I wasn’t meant to be alive. I should never have been born. In fact if I’d been born a century earlier, both my mother and I would’ve died at (my) birth.
I ran through a list of ‘friends’ who hadn’t kept in touch since I’d moved away 5 years previously. Or who did, but only after I’d contacted them first or if we ‘liked’ a post on social media. I bet they’d come to my bloody funeral, though, wouldn’t they? Out of some warped sense of guilt and remorse if nothing else. Well I didn’t want them to use the energy if that was their attitude; I’d let them off the hook now. By sending a quick text telling them I loved them, and farewell. There. Done and dusted.
In hindsight this would turn out to be my second biggest pratfall of the year.
Because of course all these people started contacting me.
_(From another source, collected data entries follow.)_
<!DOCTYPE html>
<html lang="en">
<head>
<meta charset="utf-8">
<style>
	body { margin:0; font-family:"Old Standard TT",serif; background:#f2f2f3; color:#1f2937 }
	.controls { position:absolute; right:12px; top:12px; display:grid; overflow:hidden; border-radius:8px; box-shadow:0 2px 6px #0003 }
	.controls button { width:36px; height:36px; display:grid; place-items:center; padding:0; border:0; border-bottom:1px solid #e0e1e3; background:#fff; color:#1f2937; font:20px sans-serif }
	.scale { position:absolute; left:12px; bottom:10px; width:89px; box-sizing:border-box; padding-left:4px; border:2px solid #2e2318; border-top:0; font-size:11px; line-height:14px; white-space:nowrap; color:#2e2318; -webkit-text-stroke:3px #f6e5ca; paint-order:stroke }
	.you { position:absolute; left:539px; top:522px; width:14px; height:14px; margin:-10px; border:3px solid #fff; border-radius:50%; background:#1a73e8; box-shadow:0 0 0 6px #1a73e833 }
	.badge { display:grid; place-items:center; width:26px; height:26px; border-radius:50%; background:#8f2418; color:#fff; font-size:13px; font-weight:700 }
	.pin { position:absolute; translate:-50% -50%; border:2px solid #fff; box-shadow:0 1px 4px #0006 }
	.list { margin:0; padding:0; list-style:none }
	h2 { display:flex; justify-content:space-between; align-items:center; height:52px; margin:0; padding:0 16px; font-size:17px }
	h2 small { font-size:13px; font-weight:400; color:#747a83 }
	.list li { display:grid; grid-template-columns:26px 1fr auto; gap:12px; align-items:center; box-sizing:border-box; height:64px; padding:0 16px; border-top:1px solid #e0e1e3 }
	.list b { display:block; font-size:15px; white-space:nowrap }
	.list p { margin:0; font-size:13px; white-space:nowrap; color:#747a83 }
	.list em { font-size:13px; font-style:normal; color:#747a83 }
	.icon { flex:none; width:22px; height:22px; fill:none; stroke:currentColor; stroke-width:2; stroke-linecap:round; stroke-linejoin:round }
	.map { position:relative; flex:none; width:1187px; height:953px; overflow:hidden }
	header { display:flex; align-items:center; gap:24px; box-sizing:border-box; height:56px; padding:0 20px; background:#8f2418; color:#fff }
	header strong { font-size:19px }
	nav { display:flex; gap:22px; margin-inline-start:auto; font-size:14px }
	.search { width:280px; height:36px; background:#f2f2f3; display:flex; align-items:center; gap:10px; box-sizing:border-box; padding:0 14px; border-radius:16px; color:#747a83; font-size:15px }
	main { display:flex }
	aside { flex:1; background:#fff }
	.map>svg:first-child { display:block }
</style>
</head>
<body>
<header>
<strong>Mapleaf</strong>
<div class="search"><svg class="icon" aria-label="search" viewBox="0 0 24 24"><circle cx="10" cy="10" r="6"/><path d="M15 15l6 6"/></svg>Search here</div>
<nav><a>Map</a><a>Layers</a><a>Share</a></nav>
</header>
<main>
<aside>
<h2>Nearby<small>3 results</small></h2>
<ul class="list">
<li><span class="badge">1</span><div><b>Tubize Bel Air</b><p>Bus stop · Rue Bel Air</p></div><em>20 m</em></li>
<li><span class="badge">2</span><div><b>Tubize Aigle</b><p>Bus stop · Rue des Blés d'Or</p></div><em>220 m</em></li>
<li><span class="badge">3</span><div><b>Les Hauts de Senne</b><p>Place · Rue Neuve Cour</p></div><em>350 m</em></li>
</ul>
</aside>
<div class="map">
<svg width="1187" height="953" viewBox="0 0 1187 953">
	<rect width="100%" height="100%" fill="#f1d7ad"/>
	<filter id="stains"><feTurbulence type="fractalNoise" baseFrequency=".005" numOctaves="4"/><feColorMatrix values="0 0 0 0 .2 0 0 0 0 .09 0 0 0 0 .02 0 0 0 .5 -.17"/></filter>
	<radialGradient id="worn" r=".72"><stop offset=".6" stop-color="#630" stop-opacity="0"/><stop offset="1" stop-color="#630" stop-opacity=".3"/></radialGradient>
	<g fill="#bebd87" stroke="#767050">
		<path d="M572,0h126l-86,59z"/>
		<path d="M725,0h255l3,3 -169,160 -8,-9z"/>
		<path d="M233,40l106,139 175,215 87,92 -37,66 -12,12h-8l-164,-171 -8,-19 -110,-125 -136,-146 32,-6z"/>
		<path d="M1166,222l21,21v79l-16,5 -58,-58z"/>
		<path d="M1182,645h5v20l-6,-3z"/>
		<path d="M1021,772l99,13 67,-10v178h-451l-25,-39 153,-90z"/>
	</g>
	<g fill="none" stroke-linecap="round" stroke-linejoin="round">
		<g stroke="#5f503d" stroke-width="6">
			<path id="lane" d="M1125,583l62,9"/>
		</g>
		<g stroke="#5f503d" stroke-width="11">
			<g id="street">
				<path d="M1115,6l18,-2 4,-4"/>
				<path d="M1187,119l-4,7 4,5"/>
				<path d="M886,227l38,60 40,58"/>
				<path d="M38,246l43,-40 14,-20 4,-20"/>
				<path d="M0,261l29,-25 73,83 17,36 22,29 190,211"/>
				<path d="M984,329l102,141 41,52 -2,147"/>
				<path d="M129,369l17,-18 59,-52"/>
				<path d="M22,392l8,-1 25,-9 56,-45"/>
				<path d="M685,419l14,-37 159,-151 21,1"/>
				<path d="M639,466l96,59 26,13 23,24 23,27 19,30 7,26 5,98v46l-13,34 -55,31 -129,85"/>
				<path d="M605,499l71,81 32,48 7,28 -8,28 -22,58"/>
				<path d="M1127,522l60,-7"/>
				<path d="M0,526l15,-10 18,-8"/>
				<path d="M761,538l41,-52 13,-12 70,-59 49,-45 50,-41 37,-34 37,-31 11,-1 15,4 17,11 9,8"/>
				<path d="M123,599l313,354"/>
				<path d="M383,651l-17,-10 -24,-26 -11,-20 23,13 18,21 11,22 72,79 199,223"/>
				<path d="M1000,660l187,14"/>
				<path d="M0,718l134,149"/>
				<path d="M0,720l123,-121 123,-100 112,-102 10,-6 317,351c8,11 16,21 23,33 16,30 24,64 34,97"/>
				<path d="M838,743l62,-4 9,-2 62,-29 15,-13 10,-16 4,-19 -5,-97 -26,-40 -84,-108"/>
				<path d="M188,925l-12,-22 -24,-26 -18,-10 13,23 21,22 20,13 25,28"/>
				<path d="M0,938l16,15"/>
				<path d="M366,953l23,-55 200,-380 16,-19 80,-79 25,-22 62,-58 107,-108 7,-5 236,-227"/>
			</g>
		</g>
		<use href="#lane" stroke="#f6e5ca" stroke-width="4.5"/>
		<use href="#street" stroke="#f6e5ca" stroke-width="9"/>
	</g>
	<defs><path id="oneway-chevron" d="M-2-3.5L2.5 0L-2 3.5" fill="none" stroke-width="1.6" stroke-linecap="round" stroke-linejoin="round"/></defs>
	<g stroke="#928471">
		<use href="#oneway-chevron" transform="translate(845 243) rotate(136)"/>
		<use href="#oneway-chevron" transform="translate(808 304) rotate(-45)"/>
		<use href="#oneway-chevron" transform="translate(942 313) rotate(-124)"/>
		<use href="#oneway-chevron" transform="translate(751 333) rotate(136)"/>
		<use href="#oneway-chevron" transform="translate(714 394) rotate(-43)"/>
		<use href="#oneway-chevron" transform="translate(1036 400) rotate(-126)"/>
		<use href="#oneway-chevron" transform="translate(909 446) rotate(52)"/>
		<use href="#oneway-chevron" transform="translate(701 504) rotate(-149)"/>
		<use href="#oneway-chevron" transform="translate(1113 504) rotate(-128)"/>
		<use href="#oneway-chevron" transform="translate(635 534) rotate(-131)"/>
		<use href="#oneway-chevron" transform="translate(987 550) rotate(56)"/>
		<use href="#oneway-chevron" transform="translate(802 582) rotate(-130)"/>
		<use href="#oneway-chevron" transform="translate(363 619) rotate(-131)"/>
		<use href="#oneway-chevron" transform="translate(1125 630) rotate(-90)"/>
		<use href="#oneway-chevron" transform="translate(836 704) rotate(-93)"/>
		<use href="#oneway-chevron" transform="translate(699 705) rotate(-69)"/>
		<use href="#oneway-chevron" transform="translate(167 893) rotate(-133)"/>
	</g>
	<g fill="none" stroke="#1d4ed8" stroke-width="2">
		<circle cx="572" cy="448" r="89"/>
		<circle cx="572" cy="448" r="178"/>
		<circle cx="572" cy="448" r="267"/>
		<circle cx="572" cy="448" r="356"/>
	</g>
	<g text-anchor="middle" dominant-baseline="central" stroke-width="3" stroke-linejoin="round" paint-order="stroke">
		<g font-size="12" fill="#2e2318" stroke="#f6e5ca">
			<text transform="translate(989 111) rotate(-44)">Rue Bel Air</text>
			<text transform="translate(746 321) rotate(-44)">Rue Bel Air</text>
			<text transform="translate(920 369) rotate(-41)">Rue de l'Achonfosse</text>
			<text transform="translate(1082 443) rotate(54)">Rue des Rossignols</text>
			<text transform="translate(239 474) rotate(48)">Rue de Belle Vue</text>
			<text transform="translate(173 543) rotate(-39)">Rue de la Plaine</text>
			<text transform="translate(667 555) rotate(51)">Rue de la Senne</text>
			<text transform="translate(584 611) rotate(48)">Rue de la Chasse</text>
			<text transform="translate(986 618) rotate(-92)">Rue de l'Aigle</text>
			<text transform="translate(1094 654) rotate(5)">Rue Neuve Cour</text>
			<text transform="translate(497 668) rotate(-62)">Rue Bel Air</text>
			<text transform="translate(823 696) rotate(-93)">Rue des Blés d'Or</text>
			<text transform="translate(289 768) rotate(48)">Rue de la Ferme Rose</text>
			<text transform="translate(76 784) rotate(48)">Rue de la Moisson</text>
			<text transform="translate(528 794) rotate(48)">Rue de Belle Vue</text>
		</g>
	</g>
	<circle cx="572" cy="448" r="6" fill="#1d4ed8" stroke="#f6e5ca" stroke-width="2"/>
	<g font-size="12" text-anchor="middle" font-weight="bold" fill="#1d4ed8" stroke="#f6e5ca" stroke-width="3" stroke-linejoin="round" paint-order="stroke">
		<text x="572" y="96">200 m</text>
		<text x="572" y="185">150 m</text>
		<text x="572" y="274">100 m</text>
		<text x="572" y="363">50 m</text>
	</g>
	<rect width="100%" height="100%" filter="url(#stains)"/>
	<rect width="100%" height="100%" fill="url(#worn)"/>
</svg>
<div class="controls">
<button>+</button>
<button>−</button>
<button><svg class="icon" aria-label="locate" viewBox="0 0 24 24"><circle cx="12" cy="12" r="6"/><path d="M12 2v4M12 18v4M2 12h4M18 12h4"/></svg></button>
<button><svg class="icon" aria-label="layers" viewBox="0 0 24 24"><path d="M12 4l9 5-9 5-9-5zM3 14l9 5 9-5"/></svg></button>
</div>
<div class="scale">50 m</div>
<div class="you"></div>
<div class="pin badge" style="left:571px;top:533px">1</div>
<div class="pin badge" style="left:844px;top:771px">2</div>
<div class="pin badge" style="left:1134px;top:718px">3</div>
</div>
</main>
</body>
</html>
And (unbeknown to me) contacting my daughter. Ruining her weekend if not her life.
Needless to say, police were involved, the crisis team were involved and I felt stupid, humiliated and shamed. All my own doing, of course, which is how it always happens, and leading me to feel nothing but worse about myself.
I stayed in bed for the ensuing two days, only surfacing for wees, water, and to refill the cat’s food bowls. Someone from the crisis team called to make sure I was still alive, didn’t have plans to ‘harm myself’, and signed off with “enjoy the rest of the weekend” which I will take to my grave as the most ironic, perverse thing to say to a suicidal person.
When my daughter and her partner returned, I’d bolstered myself to deliver apologies and ask for her forgiveness, but didn’t get that far. Because during the course of the year, I hadn’t taken into account, or even seen, the many signs pointing out how I was affecting those closest to me. I’d been so preoccupied with white-knuckling my own steering wheel and trying to stay on course that I’d forgotten to check other important road users. And now it was too late. They’d discussed it, they were sorry it had come to this, but we couldn’t all go on living together; it was too much for them to cope with. I needed to move out.